* [What is expected]:
Copy each line of the data beneath in which the word "arrive" appears.

:: Record excerpts ::

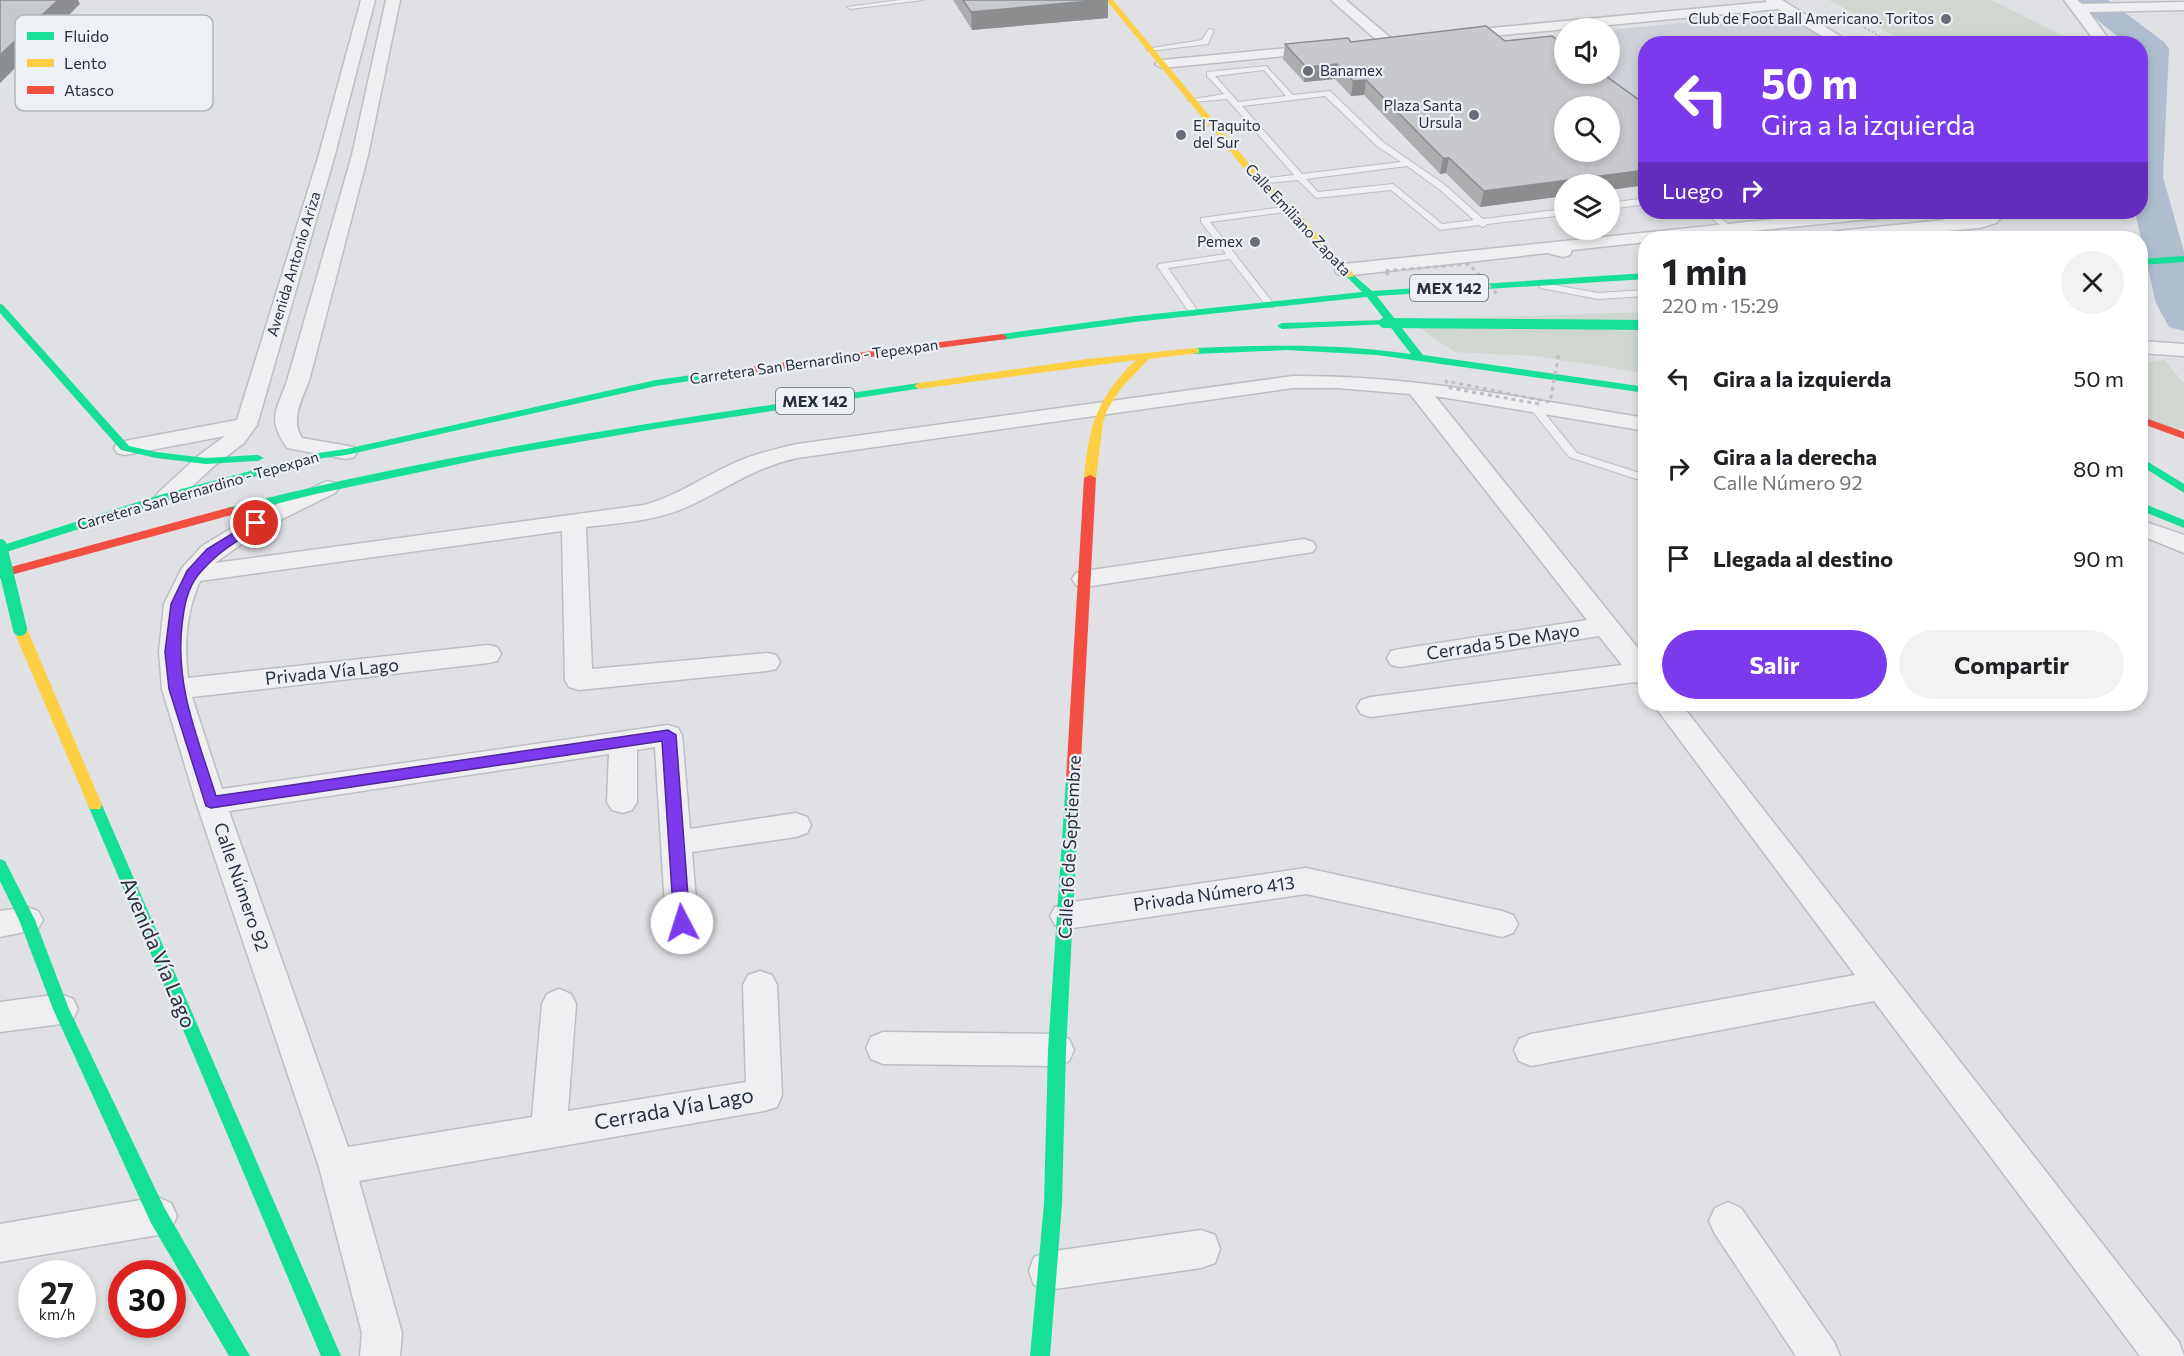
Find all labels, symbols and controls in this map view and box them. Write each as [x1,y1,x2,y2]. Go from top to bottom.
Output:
place label: Club de Foot Ball Americano. Toritos [1688,9,1934,27]
marker: Club de Foot Ball Americano. Toritos [1939,12,1953,26]
legend [15,15,213,111]
map controls [1554,18,1620,240]
button: sound [1554,18,1620,84]
text: Fluido [64,26,109,45]
text: Lento [64,53,107,72]
text: 50 m [1761,56,1858,108]
icon: left [1662,60,1740,138]
place label: Banamex [1320,61,1383,79]
marker: Banamex [1301,64,1315,78]
text: Atasco [64,80,114,99]
place label: Plaza Santa Ursula [1384,96,1462,131]
button: search [1554,96,1620,162]
marker: Plaza Santa Ursula [1467,108,1481,122]
text: Gira a la izquierda [1761,108,1975,141]
place label: El Taquito del Sur [1193,116,1261,151]
marker: El Taquito del Sur [1174,128,1188,142]
street label: Calle Emiliano Zapata [1242,159,1355,279]
button: layers [1554,174,1620,240]
icon: right [1735,174,1768,207]
text: Luego [1662,177,1723,204]
street label: Avenida Antonio Ariza [262,189,324,338]
place label: Pemex [1197,232,1243,250]
marker: Pemex [1248,235,1262,249]
text: 1 min [1662,248,1747,292]
button: close [2061,251,2124,314]
road number: MEX 142 [1410,275,1488,301]
text: 220 m · 15:29 [1662,293,1779,317]
street label: Carretera San Bernardino - Tepexpan [689,335,939,387]
icon: left [1662,362,1695,395]
text: Gira a la izquierda [1713,365,1891,392]
text: 50 m [2074,365,2124,392]
road number: MEX 142 [776,388,854,414]
text: Gira a la derecha [1713,443,1877,470]
street label: Carretera San Bernardino - Tepexpan [75,447,321,533]
icon: right [1662,452,1695,485]
text: 80 m [2073,455,2124,482]
text: Calle Número 92 [1713,470,1863,494]
pin [230,497,281,548]
icon: arrive [239,506,272,539]
icon: arrive [1662,542,1695,575]
text: Llegada al destino [1713,545,1893,572]
text: 90 m [2073,545,2124,572]
street label: Cerrada 5 De Mayo [1425,618,1581,664]
button: Salir [1662,630,1887,699]
button: Compartir [1899,630,2124,699]
street label: Privada Vía Lago [264,653,400,689]
street label: Calle 16 de Septiembre [1053,754,1085,939]
street label: Calle Número 92 [210,819,274,954]
street label: Privada Número 413 [1132,871,1296,915]
street label: Avenida Vía Lago [116,873,202,1031]
position arrow [650,891,714,955]
street label: Cerrada Vía Lago [592,1081,755,1134]
speed limit sign: 30 [108,1260,186,1338]
text: 27 [40,1273,74,1310]
text: km/h [39,1305,75,1323]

:::

* [Finished task]:
icon: arrive [239,506,272,539]
icon: arrive [1662,542,1695,575]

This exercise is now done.